From 1987 to 1989 he was the national coach in the Jawaharlal Nehru Gold Cup, SAF Games at Kolkata where India won the gold, and the Asia Cup. However, it was during his second coaching stint that he blossomed in the nineties.
During the inaugural Afro-Asian Games at Hyderabad, Nayeemuddin publicly appreciated the efforts to host the Games, especially the football competition. " I am grateful to the IOA, Mr Chandrababu Naidu, and the Union Government for organising the Games. At least India is now on the world map in football. The ball has started rolling. It should have happened much earlier. India can now take on the world's best with courage. We also have many talented players. Baichung Bhutia was the top scorer in the ASEAN Club Championship at Jakarta."

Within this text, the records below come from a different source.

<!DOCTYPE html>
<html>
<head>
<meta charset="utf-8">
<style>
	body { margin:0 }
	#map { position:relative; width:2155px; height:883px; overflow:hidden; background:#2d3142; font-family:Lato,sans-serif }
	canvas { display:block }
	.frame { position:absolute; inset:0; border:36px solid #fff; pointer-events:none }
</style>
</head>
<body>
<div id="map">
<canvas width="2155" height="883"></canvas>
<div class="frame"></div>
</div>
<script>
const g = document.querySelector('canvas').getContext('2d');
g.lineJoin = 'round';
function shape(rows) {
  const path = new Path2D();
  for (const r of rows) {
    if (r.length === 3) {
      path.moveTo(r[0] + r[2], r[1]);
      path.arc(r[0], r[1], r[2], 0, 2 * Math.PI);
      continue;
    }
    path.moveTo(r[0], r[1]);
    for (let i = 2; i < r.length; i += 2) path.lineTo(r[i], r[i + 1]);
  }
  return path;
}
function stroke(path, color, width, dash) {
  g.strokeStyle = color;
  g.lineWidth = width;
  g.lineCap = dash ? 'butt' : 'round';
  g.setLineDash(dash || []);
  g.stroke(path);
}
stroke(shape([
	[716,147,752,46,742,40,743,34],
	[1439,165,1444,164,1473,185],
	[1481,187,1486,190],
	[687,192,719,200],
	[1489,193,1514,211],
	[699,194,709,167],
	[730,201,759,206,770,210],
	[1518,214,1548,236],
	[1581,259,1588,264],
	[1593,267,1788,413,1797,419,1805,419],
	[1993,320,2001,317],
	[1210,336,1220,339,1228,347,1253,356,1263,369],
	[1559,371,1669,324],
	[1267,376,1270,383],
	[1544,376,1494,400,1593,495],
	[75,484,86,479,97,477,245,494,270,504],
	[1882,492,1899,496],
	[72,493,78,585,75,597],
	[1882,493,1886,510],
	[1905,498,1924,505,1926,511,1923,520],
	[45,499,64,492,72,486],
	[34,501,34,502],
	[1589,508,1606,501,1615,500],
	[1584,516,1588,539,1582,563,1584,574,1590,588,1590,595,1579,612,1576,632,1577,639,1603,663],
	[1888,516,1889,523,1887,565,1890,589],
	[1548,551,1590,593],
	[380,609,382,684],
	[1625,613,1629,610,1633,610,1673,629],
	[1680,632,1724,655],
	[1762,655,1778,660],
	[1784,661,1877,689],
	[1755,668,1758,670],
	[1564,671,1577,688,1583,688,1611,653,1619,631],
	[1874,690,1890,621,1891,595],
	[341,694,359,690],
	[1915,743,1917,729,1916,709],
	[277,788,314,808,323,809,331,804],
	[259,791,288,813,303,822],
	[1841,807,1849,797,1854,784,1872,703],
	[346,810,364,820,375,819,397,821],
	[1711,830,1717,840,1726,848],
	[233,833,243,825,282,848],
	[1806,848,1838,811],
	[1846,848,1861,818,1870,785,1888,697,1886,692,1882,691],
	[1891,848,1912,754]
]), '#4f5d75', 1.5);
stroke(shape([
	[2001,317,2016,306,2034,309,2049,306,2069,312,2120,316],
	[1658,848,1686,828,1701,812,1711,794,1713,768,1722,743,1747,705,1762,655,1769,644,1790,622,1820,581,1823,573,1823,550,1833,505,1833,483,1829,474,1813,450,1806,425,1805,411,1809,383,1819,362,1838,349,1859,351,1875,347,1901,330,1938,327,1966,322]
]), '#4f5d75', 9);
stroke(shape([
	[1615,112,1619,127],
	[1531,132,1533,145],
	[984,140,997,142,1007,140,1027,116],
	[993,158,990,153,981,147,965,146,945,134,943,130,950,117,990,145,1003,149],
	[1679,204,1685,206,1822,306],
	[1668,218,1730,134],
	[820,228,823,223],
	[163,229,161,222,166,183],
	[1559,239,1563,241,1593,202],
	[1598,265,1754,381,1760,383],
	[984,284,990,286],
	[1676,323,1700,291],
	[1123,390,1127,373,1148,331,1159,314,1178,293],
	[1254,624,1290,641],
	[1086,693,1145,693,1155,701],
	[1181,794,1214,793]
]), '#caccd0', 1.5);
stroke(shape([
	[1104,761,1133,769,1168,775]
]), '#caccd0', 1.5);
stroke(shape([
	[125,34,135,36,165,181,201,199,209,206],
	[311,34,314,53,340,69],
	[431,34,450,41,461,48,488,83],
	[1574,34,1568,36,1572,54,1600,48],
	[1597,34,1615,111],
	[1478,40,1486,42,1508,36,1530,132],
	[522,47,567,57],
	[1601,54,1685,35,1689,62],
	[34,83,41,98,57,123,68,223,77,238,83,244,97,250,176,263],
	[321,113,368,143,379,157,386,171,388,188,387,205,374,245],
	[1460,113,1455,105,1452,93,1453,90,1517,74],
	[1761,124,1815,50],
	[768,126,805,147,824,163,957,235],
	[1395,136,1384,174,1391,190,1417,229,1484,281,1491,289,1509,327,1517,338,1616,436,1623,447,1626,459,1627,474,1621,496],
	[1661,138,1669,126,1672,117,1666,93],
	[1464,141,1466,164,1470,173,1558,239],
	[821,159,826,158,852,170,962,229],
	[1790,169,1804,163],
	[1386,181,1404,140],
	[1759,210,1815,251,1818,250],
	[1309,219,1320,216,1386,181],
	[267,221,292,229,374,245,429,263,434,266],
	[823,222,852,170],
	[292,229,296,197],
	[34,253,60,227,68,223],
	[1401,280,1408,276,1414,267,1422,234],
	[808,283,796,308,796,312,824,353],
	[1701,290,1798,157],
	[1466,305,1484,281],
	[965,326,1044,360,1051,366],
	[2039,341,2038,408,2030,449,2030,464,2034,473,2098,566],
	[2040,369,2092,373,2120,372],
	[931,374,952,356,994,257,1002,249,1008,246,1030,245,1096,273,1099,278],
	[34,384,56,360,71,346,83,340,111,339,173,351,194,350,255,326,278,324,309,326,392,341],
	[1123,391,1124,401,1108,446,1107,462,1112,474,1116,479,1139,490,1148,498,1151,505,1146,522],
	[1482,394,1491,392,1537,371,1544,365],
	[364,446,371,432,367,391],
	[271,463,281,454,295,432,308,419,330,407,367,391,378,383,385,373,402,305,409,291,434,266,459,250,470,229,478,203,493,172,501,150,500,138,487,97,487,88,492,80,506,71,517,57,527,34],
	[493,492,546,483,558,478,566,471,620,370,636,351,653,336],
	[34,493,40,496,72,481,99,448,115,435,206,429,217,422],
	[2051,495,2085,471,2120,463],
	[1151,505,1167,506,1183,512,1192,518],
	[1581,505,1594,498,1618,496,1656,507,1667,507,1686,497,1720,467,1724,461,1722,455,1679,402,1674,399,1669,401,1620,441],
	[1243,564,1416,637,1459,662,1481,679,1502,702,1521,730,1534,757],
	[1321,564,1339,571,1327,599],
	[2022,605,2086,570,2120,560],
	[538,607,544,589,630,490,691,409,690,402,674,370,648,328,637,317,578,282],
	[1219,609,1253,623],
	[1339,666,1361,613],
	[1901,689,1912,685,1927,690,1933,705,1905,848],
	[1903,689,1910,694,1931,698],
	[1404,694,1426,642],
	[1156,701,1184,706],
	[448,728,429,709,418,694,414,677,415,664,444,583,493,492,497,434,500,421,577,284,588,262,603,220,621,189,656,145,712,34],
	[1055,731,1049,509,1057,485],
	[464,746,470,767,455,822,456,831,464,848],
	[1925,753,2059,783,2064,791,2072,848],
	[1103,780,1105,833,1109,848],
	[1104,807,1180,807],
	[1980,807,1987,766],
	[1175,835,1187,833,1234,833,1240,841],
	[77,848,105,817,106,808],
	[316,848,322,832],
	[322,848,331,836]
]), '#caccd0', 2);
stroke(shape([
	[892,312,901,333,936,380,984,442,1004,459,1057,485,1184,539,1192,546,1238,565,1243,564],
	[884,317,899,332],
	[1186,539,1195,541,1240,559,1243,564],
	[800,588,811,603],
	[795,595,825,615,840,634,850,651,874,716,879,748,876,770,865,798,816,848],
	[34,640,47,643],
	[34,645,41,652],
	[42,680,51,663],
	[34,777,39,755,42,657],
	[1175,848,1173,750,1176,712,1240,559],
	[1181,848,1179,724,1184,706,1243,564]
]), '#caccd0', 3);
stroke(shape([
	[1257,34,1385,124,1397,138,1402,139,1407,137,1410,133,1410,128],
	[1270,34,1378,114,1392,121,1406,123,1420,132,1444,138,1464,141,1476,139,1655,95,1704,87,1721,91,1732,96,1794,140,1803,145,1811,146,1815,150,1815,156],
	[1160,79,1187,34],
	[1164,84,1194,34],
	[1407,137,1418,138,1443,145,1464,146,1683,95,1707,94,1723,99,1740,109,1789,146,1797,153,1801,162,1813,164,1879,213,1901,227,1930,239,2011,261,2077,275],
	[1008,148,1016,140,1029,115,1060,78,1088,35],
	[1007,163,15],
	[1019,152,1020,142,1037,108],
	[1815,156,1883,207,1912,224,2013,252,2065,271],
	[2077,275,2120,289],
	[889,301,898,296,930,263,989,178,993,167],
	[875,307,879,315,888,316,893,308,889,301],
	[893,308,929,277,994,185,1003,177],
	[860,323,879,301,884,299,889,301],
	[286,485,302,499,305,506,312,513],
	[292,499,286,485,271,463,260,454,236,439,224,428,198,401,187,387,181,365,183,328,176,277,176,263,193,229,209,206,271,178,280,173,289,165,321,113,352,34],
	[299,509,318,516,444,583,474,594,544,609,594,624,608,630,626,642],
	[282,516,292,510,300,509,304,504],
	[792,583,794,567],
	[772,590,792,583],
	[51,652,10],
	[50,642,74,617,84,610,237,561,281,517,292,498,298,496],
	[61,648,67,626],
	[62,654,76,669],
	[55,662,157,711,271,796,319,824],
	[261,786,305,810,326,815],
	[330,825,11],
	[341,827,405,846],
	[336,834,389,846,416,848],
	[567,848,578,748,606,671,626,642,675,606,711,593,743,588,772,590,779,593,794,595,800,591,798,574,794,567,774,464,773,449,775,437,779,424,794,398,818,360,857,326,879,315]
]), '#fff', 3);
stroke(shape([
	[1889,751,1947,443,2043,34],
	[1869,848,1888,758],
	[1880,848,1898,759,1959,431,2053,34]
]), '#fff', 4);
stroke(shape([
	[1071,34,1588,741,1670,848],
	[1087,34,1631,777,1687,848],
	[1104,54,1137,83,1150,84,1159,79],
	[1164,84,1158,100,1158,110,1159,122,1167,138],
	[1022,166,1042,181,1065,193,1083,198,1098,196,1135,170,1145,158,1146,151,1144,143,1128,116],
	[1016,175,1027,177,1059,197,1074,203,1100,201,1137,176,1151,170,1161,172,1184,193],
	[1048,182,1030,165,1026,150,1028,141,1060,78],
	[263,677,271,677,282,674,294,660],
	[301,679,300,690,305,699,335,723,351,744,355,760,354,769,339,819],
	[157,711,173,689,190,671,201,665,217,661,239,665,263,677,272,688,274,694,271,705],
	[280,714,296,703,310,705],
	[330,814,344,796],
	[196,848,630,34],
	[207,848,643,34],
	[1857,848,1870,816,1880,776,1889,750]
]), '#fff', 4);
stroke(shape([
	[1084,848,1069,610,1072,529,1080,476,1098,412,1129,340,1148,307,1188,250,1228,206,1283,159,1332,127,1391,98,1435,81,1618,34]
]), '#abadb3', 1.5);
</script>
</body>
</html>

Nayeemuddin always insists that players should only take mineral water, take a lot of vitamins, and stresses on nutrition. Due to his emphasis on good living conditions for players, he was branded as an expensive coach but the interests of his players is always uppermost in his mind. He doesn't mind spending money from his pocket to buy dry fruit and chicken after training sessions. "I need money for my team but I am not a beggar. I fight for my players," he says. The former national coach also favours weekly payment of wages to top players as is the practice in England.
In 1997, Syed Nayeemuddin was appointed national coach until the conclusion of the 1998 Bangkok Asian Games and the Indian team dominated in regional championships, including SAFF Championship at Kathmandu, Nehru Cup at Kochi, and later reached the last eight in the Asian Games.
Nayeemuddin is totally opposed to the concept of hiring foreign coaches for national teams. "Look at Rajinder Singh. Hasn't he produced results in hockey? An Indian can die for his country; a foreigner will not."